SOURCE RECORDS START
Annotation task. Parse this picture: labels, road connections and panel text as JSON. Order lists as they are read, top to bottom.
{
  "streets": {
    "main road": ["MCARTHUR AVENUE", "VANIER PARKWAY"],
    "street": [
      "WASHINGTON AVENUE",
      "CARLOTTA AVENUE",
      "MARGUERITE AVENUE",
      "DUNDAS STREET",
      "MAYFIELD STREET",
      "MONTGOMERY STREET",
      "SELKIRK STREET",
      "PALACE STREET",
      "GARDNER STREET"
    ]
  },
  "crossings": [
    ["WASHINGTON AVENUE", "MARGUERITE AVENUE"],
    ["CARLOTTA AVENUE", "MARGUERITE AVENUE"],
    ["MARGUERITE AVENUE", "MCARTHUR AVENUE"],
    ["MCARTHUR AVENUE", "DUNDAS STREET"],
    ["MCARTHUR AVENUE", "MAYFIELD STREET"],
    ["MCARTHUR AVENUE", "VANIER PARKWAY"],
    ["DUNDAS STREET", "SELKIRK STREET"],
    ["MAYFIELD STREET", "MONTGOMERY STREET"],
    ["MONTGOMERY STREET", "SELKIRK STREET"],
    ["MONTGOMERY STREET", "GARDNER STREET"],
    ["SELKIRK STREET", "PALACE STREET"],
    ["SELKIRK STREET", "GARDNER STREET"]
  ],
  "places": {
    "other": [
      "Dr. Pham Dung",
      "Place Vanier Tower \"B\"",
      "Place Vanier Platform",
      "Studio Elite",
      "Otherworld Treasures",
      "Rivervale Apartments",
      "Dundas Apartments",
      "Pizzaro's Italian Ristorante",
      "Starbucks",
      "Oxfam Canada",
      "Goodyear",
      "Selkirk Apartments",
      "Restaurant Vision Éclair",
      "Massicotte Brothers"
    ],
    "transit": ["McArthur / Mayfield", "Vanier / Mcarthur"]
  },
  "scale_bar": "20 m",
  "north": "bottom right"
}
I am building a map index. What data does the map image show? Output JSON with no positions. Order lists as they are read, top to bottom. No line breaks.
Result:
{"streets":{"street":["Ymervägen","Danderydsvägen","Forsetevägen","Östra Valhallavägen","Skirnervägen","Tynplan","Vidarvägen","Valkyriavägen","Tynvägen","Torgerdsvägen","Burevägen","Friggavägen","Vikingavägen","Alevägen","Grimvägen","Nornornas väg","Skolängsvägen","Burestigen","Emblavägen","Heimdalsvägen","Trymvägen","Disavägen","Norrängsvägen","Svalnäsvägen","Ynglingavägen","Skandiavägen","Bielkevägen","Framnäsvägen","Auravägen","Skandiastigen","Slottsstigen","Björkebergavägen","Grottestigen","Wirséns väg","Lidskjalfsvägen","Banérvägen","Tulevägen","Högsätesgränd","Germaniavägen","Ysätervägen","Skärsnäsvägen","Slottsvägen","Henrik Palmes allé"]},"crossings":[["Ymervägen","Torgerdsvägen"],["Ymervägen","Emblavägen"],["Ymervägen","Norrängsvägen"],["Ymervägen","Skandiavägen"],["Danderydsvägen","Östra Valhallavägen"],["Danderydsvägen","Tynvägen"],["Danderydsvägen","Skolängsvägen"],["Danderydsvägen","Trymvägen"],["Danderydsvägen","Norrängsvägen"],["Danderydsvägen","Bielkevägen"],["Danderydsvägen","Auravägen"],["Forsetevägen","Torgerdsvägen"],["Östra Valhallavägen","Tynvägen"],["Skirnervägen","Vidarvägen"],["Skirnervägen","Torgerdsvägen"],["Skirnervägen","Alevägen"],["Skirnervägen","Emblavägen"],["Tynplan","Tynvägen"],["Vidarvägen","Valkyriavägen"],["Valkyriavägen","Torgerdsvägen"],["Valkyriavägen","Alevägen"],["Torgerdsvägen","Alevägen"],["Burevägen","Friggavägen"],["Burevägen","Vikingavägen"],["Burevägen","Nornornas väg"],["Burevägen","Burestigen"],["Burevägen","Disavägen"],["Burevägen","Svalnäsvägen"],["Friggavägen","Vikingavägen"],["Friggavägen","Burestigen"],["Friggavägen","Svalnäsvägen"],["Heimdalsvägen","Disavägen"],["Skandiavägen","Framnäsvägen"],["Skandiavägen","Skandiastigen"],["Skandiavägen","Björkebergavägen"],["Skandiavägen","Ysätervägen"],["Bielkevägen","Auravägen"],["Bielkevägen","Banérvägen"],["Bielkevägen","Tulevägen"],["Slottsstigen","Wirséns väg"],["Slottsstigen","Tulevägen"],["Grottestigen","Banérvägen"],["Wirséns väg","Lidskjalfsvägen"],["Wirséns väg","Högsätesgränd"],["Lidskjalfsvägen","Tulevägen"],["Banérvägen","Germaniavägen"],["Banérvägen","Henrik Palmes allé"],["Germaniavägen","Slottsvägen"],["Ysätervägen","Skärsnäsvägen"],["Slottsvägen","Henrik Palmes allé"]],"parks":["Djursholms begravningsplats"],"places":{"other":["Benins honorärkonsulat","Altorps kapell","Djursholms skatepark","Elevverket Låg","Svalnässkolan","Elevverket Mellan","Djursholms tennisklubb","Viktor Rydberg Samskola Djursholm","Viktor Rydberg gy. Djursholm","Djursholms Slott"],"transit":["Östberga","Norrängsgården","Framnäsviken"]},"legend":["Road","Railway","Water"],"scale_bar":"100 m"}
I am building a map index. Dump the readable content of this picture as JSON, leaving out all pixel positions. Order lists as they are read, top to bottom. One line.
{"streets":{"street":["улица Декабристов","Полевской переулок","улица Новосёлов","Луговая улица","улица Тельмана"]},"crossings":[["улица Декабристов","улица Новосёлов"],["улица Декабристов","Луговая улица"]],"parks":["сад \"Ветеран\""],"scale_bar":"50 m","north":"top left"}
SOURCE RECORDS END
PROBLEM DETAILS:
Every entry in the data should be returned exactly.

RESULT:
Annotation task. Parse this picture: labels, road connections and panel text as JSON. Order lists as they are read, top to bottom.
{
  "streets": {
    "main road": ["MCARTHUR AVENUE", "VANIER PARKWAY"],
    "street": [
      "WASHINGTON AVENUE",
      "CARLOTTA AVENUE",
      "MARGUERITE AVENUE",
      "DUNDAS STREET",
      "MAYFIELD STREET",
      "MONTGOMERY STREET",
      "SELKIRK STREET",
      "PALACE STREET",
      "GARDNER STREET"
    ]
  },
  "crossings": [
    ["WASHINGTON AVENUE", "MARGUERITE AVENUE"],
    ["CARLOTTA AVENUE", "MARGUERITE AVENUE"],
    ["MARGUERITE AVENUE", "MCARTHUR AVENUE"],
    ["MCARTHUR AVENUE", "DUNDAS STREET"],
    ["MCARTHUR AVENUE", "MAYFIELD STREET"],
    ["MCARTHUR AVENUE", "VANIER PARKWAY"],
    ["DUNDAS STREET", "SELKIRK STREET"],
    ["MAYFIELD STREET", "MONTGOMERY STREET"],
    ["MONTGOMERY STREET", "SELKIRK STREET"],
    ["MONTGOMERY STREET", "GARDNER STREET"],
    ["SELKIRK STREET", "PALACE STREET"],
    ["SELKIRK STREET", "GARDNER STREET"]
  ],
  "places": {
    "other": [
      "Dr. Pham Dung",
      "Place Vanier Tower \"B\"",
      "Place Vanier Platform",
      "Studio Elite",
      "Otherworld Treasures",
      "Rivervale Apartments",
      "Dundas Apartments",
      "Pizzaro's Italian Ristorante",
      "Starbucks",
      "Oxfam Canada",
      "Goodyear",
      "Selkirk Apartments",
      "Restaurant Vision Éclair",
      "Massicotte Brothers"
    ],
    "transit": ["McArthur / Mayfield", "Vanier / Mcarthur"]
  },
  "scale_bar": "20 m",
  "north": "bottom right"
}
I am building a map index. What data does the map image show? Output JSON with no positions. Order lists as they are read, top to bottom. No line breaks.
Result:
{"streets":{"street":["Ymervägen","Danderydsvägen","Forsetevägen","Östra Valhallavägen","Skirnervägen","Tynplan","Vidarvägen","Valkyriavägen","Tynvägen","Torgerdsvägen","Burevägen","Friggavägen","Vikingavägen","Alevägen","Grimvägen","Nornornas väg","Skolängsvägen","Burestigen","Emblavägen","Heimdalsvägen","Trymvägen","Disavägen","Norrängsvägen","Svalnäsvägen","Ynglingavägen","Skandiavägen","Bielkevägen","Framnäsvägen","Auravägen","Skandiastigen","Slottsstigen","Björkebergavägen","Grottestigen","Wirséns väg","Lidskjalfsvägen","Banérvägen","Tulevägen","Högsätesgränd","Germaniavägen","Ysätervägen","Skärsnäsvägen","Slottsvägen","Henrik Palmes allé"]},"crossings":[["Ymervägen","Torgerdsvägen"],["Ymervägen","Emblavägen"],["Ymervägen","Norrängsvägen"],["Ymervägen","Skandiavägen"],["Danderydsvägen","Östra Valhallavägen"],["Danderydsvägen","Tynvägen"],["Danderydsvägen","Skolängsvägen"],["Danderydsvägen","Trymvägen"],["Danderydsvägen","Norrängsvägen"],["Danderydsvägen","Bielkevägen"],["Danderydsvägen","Auravägen"],["Forsetevägen","Torgerdsvägen"],["Östra Valhallavägen","Tynvägen"],["Skirnervägen","Vidarvägen"],["Skirnervägen","Torgerdsvägen"],["Skirnervägen","Alevägen"],["Skirnervägen","Emblavägen"],["Tynplan","Tynvägen"],["Vidarvägen","Valkyriavägen"],["Valkyriavägen","Torgerdsvägen"],["Valkyriavägen","Alevägen"],["Torgerdsvägen","Alevägen"],["Burevägen","Friggavägen"],["Burevägen","Vikingavägen"],["Burevägen","Nornornas väg"],["Burevägen","Burestigen"],["Burevägen","Disavägen"],["Burevägen","Svalnäsvägen"],["Friggavägen","Vikingavägen"],["Friggavägen","Burestigen"],["Friggavägen","Svalnäsvägen"],["Heimdalsvägen","Disavägen"],["Skandiavägen","Framnäsvägen"],["Skandiavägen","Skandiastigen"],["Skandiavägen","Björkebergavägen"],["Skandiavägen","Ysätervägen"],["Bielkevägen","Auravägen"],["Bielkevägen","Banérvägen"],["Bielkevägen","Tulevägen"],["Slottsstigen","Wirséns väg"],["Slottsstigen","Tulevägen"],["Grottestigen","Banérvägen"],["Wirséns väg","Lidskjalfsvägen"],["Wirséns väg","Högsätesgränd"],["Lidskjalfsvägen","Tulevägen"],["Banérvägen","Germaniavägen"],["Banérvägen","Henrik Palmes allé"],["Germaniavägen","Slottsvägen"],["Ysätervägen","Skärsnäsvägen"],["Slottsvägen","Henrik Palmes allé"]],"parks":["Djursholms begravningsplats"],"places":{"other":["Benins honorärkonsulat","Altorps kapell","Djursholms skatepark","Elevverket Låg","Svalnässkolan","Elevverket Mellan","Djursholms tennisklubb","Viktor Rydberg Samskola Djursholm","Viktor Rydberg gy. Djursholm","Djursholms Slott"],"transit":["Östberga","Norrängsgården","Framnäsviken"]},"legend":["Road","Railway","Water"],"scale_bar":"100 m"}
I am building a map index. Dump the readable content of this picture as JSON, leaving out all pixel positions. Order lists as they are read, top to bottom. One line.
{"streets":{"street":["улица Декабристов","Полевской переулок","улица Новосёлов","Луговая улица","улица Тельмана"]},"crossings":[["улица Декабристов","улица Новосёлов"],["улица Декабристов","Луговая улица"]],"parks":["сад \"Ветеран\""],"scale_bar":"50 m","north":"top left"}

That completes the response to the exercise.